— ABOUT THIS EXERCISE —
Could you write out the records exactly as they are given?

— EXTRACTED MATERIAL —

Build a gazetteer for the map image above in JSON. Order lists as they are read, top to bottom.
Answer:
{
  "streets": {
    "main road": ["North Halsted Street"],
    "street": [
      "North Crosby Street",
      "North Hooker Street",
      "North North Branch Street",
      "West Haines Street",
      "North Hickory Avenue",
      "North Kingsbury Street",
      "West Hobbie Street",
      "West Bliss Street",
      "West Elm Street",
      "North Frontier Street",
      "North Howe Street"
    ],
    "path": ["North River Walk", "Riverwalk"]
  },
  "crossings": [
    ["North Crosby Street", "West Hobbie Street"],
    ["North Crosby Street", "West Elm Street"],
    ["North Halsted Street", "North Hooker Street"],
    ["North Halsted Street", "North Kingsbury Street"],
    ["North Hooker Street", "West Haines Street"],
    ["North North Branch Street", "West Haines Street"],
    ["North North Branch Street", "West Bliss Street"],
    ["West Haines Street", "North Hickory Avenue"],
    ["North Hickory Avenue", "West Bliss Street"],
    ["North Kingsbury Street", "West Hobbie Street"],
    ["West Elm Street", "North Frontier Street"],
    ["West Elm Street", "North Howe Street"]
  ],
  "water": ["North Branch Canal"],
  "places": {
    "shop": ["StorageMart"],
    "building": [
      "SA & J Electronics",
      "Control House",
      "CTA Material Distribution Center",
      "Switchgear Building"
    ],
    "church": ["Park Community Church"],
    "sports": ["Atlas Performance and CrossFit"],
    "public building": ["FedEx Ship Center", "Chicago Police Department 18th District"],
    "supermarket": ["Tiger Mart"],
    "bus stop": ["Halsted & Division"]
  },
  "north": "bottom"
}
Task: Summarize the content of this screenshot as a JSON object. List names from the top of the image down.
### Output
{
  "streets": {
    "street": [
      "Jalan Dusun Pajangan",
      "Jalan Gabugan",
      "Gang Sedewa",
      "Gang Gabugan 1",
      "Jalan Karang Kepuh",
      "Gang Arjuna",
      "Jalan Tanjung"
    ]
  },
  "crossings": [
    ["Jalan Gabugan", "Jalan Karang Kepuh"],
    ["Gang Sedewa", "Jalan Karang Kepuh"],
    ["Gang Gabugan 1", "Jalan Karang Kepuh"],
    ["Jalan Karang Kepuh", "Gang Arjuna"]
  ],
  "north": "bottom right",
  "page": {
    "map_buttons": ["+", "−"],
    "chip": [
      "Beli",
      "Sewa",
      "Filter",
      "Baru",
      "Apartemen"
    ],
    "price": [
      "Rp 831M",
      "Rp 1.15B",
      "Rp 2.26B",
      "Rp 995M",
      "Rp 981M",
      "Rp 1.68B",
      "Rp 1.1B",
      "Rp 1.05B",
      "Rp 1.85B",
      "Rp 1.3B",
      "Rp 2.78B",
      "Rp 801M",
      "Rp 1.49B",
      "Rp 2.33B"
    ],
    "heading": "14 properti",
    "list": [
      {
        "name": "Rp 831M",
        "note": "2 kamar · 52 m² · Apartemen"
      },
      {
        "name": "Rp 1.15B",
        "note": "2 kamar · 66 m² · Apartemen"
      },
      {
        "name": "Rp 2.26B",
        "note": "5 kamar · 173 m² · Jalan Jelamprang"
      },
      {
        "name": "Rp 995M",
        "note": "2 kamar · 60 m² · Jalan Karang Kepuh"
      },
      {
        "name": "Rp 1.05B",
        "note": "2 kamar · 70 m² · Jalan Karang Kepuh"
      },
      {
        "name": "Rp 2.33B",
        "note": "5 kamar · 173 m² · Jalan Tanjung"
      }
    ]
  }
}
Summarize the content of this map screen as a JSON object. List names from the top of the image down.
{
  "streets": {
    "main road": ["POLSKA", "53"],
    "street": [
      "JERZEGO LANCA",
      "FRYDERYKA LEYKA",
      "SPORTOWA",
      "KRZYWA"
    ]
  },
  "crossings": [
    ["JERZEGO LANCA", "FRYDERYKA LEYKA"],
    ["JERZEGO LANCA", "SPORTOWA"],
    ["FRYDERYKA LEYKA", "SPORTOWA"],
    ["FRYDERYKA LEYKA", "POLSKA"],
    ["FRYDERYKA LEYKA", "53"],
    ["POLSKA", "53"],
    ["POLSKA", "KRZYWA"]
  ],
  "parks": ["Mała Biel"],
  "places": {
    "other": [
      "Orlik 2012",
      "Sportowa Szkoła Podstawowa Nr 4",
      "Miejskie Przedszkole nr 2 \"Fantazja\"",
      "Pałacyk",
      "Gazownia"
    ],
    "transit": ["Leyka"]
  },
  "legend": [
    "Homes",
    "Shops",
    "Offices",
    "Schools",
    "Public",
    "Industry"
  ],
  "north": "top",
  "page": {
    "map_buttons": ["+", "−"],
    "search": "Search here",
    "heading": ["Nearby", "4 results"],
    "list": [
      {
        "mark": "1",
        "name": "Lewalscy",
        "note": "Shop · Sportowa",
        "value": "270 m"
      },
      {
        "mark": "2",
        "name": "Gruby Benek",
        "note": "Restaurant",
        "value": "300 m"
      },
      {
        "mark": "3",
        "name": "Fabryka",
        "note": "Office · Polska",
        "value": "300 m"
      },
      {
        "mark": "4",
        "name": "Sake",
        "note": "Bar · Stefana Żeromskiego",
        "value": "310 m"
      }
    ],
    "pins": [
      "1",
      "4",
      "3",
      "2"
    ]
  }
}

— YOUR SOLUTION —
Build a gazetteer for the map image above in JSON. Order lists as they are read, top to bottom.
Answer:
{
  "streets": {
    "main road": ["North Halsted Street"],
    "street": [
      "North Crosby Street",
      "North Hooker Street",
      "North North Branch Street",
      "West Haines Street",
      "North Hickory Avenue",
      "North Kingsbury Street",
      "West Hobbie Street",
      "West Bliss Street",
      "West Elm Street",
      "North Frontier Street",
      "North Howe Street"
    ],
    "path": ["North River Walk", "Riverwalk"]
  },
  "crossings": [
    ["North Crosby Street", "West Hobbie Street"],
    ["North Crosby Street", "West Elm Street"],
    ["North Halsted Street", "North Hooker Street"],
    ["North Halsted Street", "North Kingsbury Street"],
    ["North Hooker Street", "West Haines Street"],
    ["North North Branch Street", "West Haines Street"],
    ["North North Branch Street", "West Bliss Street"],
    ["West Haines Street", "North Hickory Avenue"],
    ["North Hickory Avenue", "West Bliss Street"],
    ["North Kingsbury Street", "West Hobbie Street"],
    ["West Elm Street", "North Frontier Street"],
    ["West Elm Street", "North Howe Street"]
  ],
  "water": ["North Branch Canal"],
  "places": {
    "shop": ["StorageMart"],
    "building": [
      "SA & J Electronics",
      "Control House",
      "CTA Material Distribution Center",
      "Switchgear Building"
    ],
    "church": ["Park Community Church"],
    "sports": ["Atlas Performance and CrossFit"],
    "public building": ["FedEx Ship Center", "Chicago Police Department 18th District"],
    "supermarket": ["Tiger Mart"],
    "bus stop": ["Halsted & Division"]
  },
  "north": "bottom"
}
Task: Summarize the content of this screenshot as a JSON object. List names from the top of the image down.
### Output
{
  "streets": {
    "street": [
      "Jalan Dusun Pajangan",
      "Jalan Gabugan",
      "Gang Sedewa",
      "Gang Gabugan 1",
      "Jalan Karang Kepuh",
      "Gang Arjuna",
      "Jalan Tanjung"
    ]
  },
  "crossings": [
    ["Jalan Gabugan", "Jalan Karang Kepuh"],
    ["Gang Sedewa", "Jalan Karang Kepuh"],
    ["Gang Gabugan 1", "Jalan Karang Kepuh"],
    ["Jalan Karang Kepuh", "Gang Arjuna"]
  ],
  "north": "bottom right",
  "page": {
    "map_buttons": ["+", "−"],
    "chip": [
      "Beli",
      "Sewa",
      "Filter",
      "Baru",
      "Apartemen"
    ],
    "price": [
      "Rp 831M",
      "Rp 1.15B",
      "Rp 2.26B",
      "Rp 995M",
      "Rp 981M",
      "Rp 1.68B",
      "Rp 1.1B",
      "Rp 1.05B",
      "Rp 1.85B",
      "Rp 1.3B",
      "Rp 2.78B",
      "Rp 801M",
      "Rp 1.49B",
      "Rp 2.33B"
    ],
    "heading": "14 properti",
    "list": [
      {
        "name": "Rp 831M",
        "note": "2 kamar · 52 m² · Apartemen"
      },
      {
        "name": "Rp 1.15B",
        "note": "2 kamar · 66 m² · Apartemen"
      },
      {
        "name": "Rp 2.26B",
        "note": "5 kamar · 173 m² · Jalan Jelamprang"
      },
      {
        "name": "Rp 995M",
        "note": "2 kamar · 60 m² · Jalan Karang Kepuh"
      },
      {
        "name": "Rp 1.05B",
        "note": "2 kamar · 70 m² · Jalan Karang Kepuh"
      },
      {
        "name": "Rp 2.33B",
        "note": "5 kamar · 173 m² · Jalan Tanjung"
      }
    ]
  }
}
Summarize the content of this map screen as a JSON object. List names from the top of the image down.
{
  "streets": {
    "main road": ["POLSKA", "53"],
    "street": [
      "JERZEGO LANCA",
      "FRYDERYKA LEYKA",
      "SPORTOWA",
      "KRZYWA"
    ]
  },
  "crossings": [
    ["JERZEGO LANCA", "FRYDERYKA LEYKA"],
    ["JERZEGO LANCA", "SPORTOWA"],
    ["FRYDERYKA LEYKA", "SPORTOWA"],
    ["FRYDERYKA LEYKA", "POLSKA"],
    ["FRYDERYKA LEYKA", "53"],
    ["POLSKA", "53"],
    ["POLSKA", "KRZYWA"]
  ],
  "parks": ["Mała Biel"],
  "places": {
    "other": [
      "Orlik 2012",
      "Sportowa Szkoła Podstawowa Nr 4",
      "Miejskie Przedszkole nr 2 \"Fantazja\"",
      "Pałacyk",
      "Gazownia"
    ],
    "transit": ["Leyka"]
  },
  "legend": [
    "Homes",
    "Shops",
    "Offices",
    "Schools",
    "Public",
    "Industry"
  ],
  "north": "top",
  "page": {
    "map_buttons": ["+", "−"],
    "search": "Search here",
    "heading": ["Nearby", "4 results"],
    "list": [
      {
        "mark": "1",
        "name": "Lewalscy",
        "note": "Shop · Sportowa",
        "value": "270 m"
      },
      {
        "mark": "2",
        "name": "Gruby Benek",
        "note": "Restaurant",
        "value": "300 m"
      },
      {
        "mark": "3",
        "name": "Fabryka",
        "note": "Office · Polska",
        "value": "300 m"
      },
      {
        "mark": "4",
        "name": "Sake",
        "note": "Bar · Stefana Żeromskiego",
        "value": "310 m"
      }
    ],
    "pins": [
      "1",
      "4",
      "3",
      "2"
    ]
  }
}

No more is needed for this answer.